*** Begin section ***

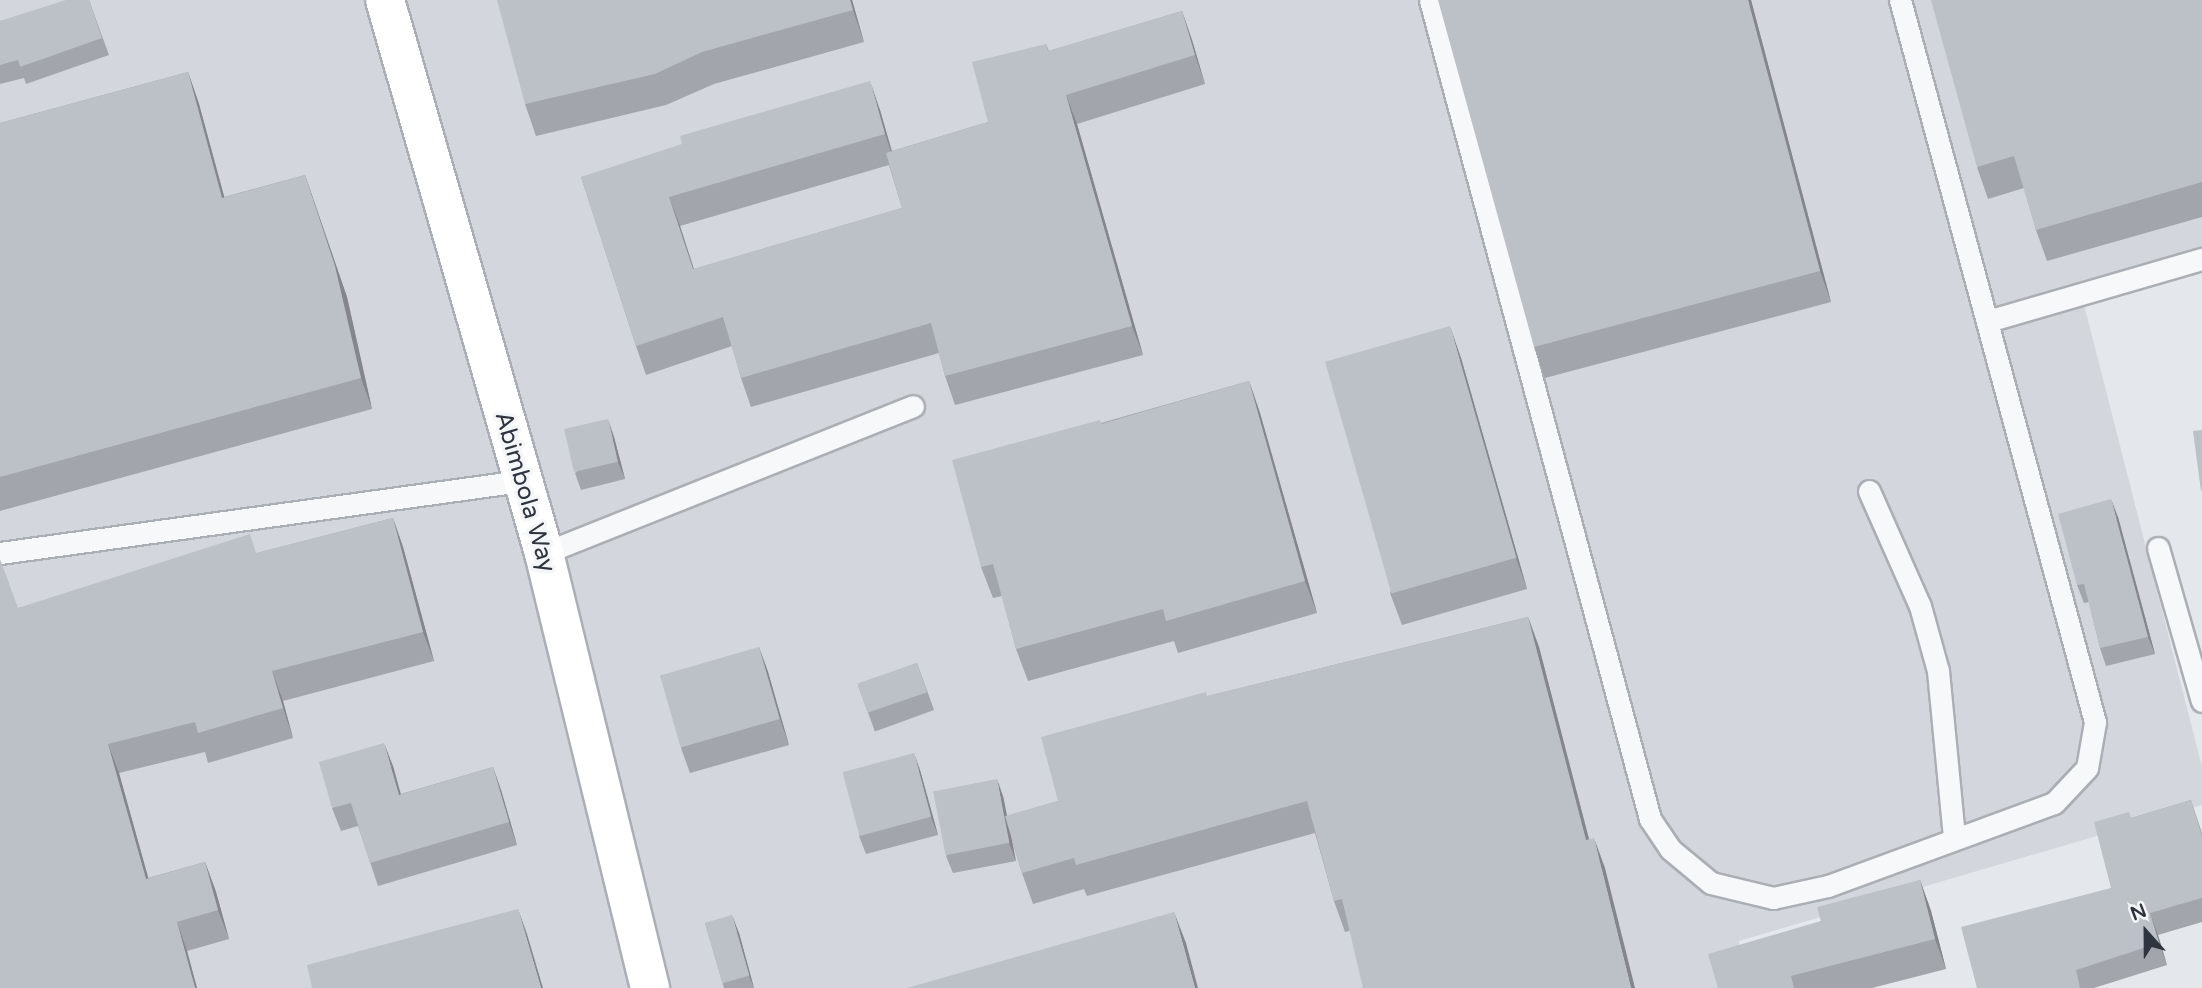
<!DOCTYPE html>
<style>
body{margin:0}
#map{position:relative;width:2202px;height:988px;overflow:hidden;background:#e4e7eb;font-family:"Varela Round",sans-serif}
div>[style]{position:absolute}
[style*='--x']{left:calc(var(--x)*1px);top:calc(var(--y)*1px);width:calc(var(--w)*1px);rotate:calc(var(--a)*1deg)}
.built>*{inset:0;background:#d3d6dc}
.roads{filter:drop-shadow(2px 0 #aaaeb5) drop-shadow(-2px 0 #aaaeb5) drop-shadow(0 2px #aaaeb5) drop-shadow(0 -2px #aaaeb5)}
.lane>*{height:21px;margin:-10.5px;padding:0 10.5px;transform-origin:10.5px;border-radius:10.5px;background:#f7f8f9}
.secondary>*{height:38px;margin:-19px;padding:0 19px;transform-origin:19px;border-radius:19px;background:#fff}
.wall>*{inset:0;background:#a2a5ab;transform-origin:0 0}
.shaded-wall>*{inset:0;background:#84868b}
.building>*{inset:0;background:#bcc0c7;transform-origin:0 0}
span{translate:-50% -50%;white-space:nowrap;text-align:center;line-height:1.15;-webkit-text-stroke:7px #f4f6f8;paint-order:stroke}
.street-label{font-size:24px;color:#2e3541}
.north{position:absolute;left:2111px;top:897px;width:70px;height:70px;-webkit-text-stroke:5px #f4f6f8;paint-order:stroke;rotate:339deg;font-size:19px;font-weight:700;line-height:28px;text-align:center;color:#2e3541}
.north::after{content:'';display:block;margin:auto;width:24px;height:32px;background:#2e3541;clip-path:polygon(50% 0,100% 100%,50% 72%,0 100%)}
</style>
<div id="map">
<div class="built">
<i style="clip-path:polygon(0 0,2202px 0,2202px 249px,2079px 285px,2202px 767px,2202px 805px,1739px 941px,1742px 988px,0 988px)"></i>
</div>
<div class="roads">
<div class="lane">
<i style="--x:1430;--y:0;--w:848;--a:74.96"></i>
<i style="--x:1650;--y:819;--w:36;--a:56"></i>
<i style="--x:1670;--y:849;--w:53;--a:39.7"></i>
<i style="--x:1711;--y:883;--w:64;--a:13.6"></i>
<i style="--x:1773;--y:898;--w:56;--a:-12.3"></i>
<i style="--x:1828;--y:886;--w:241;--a:-20.2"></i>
<i style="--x:2054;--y:803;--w:48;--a:-46.7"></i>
<i style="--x:2087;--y:768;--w:47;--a:-80.1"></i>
<i style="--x:2095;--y:722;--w:748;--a:-105.11"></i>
<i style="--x:1988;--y:321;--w:223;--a:-16.2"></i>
<i style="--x:1869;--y:491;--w:126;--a:66.1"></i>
<i style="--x:1920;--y:606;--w:67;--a:74.5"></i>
<i style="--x:1938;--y:671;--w:167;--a:84.5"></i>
<i style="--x:2158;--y:548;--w:159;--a:74"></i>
<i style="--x:0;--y:553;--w:526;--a:-7.87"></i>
<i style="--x:544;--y:553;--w:397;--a:-21.7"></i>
</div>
<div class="secondary">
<i style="--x:385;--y:0;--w:575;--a:73.96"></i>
<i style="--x:544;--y:553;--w:448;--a:76.3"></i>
</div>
</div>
<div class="wall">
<i style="clip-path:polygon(89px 0,109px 55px,26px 84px,24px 78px,0 84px,0 21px)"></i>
<i style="clip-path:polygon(852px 0,864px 42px,714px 84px,666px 105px,536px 136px,525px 104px)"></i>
<i style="clip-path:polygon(1751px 0,1831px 302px,1545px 378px,1534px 347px)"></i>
<i style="clip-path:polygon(2202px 0,2202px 217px,2047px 261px,2036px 230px,2024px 188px,1988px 199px,1977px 167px)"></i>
<i style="clip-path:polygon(evenodd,1182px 11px,1192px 40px,1205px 84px,1077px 124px,1143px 355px,955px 405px,945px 376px,939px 353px,751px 407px,741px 378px,732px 346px,646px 375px,636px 346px,581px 177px,880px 110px,892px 151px,988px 122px,1046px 44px,1049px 51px,1182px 11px,889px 165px,902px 208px,694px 269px,680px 226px,889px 165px)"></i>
<i style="clip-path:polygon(188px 72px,199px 104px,224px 197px,305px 175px,347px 297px,372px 409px,0 511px,0 123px)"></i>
<i style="clip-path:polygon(1461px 358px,1527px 589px,1402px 625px,1390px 593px)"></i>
<i style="clip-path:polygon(1249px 381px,1260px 413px,1317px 613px,1178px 653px,1174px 641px,1028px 681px,1016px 649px,1002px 596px,993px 598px,981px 567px,1101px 423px)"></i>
<i style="clip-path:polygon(614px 437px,625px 479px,581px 490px,575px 473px)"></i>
<i style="clip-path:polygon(2118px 517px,2155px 654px,2106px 666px,2100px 648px,2089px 602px,2084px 603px,2077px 585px)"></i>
<i style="clip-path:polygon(393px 518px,403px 547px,434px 661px,283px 701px,293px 738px,208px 763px,205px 752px,119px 773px,148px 878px,205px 862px,216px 892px,229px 939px,187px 951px,197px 988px,18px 608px,257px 553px)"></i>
<i style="clip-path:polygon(1528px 617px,1539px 647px,1589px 839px,1605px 868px,1345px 932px,1334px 901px,1315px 833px,1087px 896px,1084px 889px,1033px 904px,1022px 873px,1011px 837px,1016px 861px,953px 873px,946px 856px,1003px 796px,1007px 816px,1058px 801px,1208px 696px)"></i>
<i style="clip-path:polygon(759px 647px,768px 672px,789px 745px,690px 773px,681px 748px)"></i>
<i style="left:917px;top:663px;width:50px;height:63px;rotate:70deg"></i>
<i style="clip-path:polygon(393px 766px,401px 794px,493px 767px,501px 790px,517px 845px,378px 886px,358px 826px,341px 831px,332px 808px)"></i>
<i style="clip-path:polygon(920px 770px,938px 835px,866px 854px,859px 836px)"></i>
<i style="clip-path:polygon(2191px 800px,2202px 833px,2202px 922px,2158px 935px,2167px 965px,2094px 988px,1977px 988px,2111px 888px,2131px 818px)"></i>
<i style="clip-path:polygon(1920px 880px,1931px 911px,1946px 969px,1872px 988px,1718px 988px,1821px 921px)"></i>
<i style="clip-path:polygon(705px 923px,739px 933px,754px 988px,724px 988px)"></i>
</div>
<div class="shaded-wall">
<i style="clip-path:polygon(850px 0,852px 0,864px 42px,853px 10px)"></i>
<i style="clip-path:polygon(1748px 0,1751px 0,1831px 302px,1820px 271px)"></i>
<i style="clip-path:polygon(1182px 11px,1192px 40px,1205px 84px,1195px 55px)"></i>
<i style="clip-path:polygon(188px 72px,199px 104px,233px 229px,222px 198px)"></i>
<i style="clip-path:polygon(870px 81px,880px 110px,895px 163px,885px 134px)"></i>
<i style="clip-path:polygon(1066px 95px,1077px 124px,1143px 355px,1132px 326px)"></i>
<i style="clip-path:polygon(305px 175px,347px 297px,372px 409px,361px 378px)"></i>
<i style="clip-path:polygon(669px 197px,680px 226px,703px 298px,693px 269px)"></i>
<i style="clip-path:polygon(1450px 326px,1461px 358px,1527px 589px,1516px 558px)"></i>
<i style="clip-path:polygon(1249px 381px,1260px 413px,1317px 613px,1305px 581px)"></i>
<i style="clip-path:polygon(608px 419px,614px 437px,625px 479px,618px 462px)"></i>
<i style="clip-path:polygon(2111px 499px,2118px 517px,2155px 654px,2148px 637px)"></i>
<i style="clip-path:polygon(393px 518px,403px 547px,434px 661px,423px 632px)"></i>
<i style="clip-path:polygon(1528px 617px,1539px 647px,1597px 870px,1586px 840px)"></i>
<i style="clip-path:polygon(759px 647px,768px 672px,789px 745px,780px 719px)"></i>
<i style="clip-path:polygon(272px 671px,283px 701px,293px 738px,283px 708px)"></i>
<i style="clip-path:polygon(384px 743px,393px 766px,407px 818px,399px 795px)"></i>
<i style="clip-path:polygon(108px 744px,119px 773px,157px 909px,146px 879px)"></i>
<i style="clip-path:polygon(914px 753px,920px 770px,938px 835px,931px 817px)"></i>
<i style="clip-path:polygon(493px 767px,501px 790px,517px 845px,509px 822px)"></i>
<i style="clip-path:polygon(997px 779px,1003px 796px,1016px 861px,1009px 843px)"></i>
<i style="clip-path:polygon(1594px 838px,1605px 868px,1635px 988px,1631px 988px)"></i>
<i style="clip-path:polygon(205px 862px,216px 892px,229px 939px,218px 910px)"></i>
<i style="clip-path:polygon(1920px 880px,1931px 911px,1946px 969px,1935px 939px)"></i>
<i style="clip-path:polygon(518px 909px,527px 934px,543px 988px,541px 988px)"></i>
<i style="clip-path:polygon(1174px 912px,1186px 943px,1198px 988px,1195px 988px)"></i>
<i style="clip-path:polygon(2150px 913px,2158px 935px,2167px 965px,2159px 943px)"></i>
<i style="clip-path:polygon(732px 915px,739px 933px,754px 988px,749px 976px)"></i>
<i style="clip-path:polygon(177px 922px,187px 951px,197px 988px,195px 988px)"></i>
</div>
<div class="building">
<i style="clip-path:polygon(66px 0,89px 0,102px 38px,20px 67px,18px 60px,0 65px,0 21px)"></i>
<i style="clip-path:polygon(497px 0,850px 0,853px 10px,702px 52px,655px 74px,525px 104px)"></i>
<i style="clip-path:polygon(1438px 0,1748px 0,1820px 271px,1534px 347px)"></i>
<i style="clip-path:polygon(1931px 0,2202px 0,2202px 182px,2036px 230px,2014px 156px,1977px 167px)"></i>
<i style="clip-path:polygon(1182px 11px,1195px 55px,1066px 95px,1132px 326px,945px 376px,931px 323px,741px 378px,723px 317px,636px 346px,581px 177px,682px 144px,680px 136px,870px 81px,885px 134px,669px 197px,693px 269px,902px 208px,886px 153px,988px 122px,972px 62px,1046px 44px,1048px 51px)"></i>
<i style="clip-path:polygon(188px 72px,222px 198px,305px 175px,335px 266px,361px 378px,0 477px,0 123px)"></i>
<i style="left:1450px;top:326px;width:241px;height:130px;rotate:74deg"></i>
<i style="clip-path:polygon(1249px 381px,1305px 581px,1166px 621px,1163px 609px,1016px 649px,993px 564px,981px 567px,952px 460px,1100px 420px,1101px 424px)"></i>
<i style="left:608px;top:419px;width:44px;height:45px;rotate:77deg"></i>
<i style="clip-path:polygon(2202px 430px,2202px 490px,2201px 491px,2193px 431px)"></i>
<i style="clip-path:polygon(2111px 499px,2148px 637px,2100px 648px,2084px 584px,2077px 585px,2058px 514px)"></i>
<i style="clip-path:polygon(393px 518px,423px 632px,272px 671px,283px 708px,198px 733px,195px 722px,108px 744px,146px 879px,205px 862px,218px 910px,177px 922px,195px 988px,0 988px,0 559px,18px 608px,250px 534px,256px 553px)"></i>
<i style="clip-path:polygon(1528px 617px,1586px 840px,1594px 838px,1631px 988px,1363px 988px,1342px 899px,1334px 901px,1307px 801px,1076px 865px,1074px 858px,1022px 873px,1005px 816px,1058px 801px,1041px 737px,1206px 692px,1207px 696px)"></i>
<i style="left:759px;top:647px;width:75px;height:103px;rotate:74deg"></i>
<i style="left:917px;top:663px;width:31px;height:63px;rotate:71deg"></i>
<i style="clip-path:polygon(384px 743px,399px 795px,493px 767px,509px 822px,370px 863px,351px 803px,332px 808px,319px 762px)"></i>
<i style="left:914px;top:753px;width:66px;height:74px;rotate:75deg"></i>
<i style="left:997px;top:779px;width:65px;height:65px;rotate:79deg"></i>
<i style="clip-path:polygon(2191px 800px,2202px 836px,2202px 898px,2150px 913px,2159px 943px,2076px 970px,2080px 988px,1977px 988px,1961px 927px,2111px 888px,2094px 822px,2129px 812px,2131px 818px)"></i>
<i style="clip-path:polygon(1920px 880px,1935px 939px,1791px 976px,1794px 988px,1718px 988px,1708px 954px,1821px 921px,1817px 907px)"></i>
<i style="clip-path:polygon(518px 909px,541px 988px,312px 988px,307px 965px)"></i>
<i style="clip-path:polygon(1174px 912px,1195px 988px,907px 988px)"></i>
<i style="left:732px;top:915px;width:63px;height:28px;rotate:74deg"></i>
</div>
<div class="street-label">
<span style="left:525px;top:492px;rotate:74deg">Abimbola Way</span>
</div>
<div class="north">N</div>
</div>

*** End section ***

**Prompt:** Within the entries above, report how many lines contain the word "shaded"; the figure is all that is wanted.

**Solution to this exercise:** 2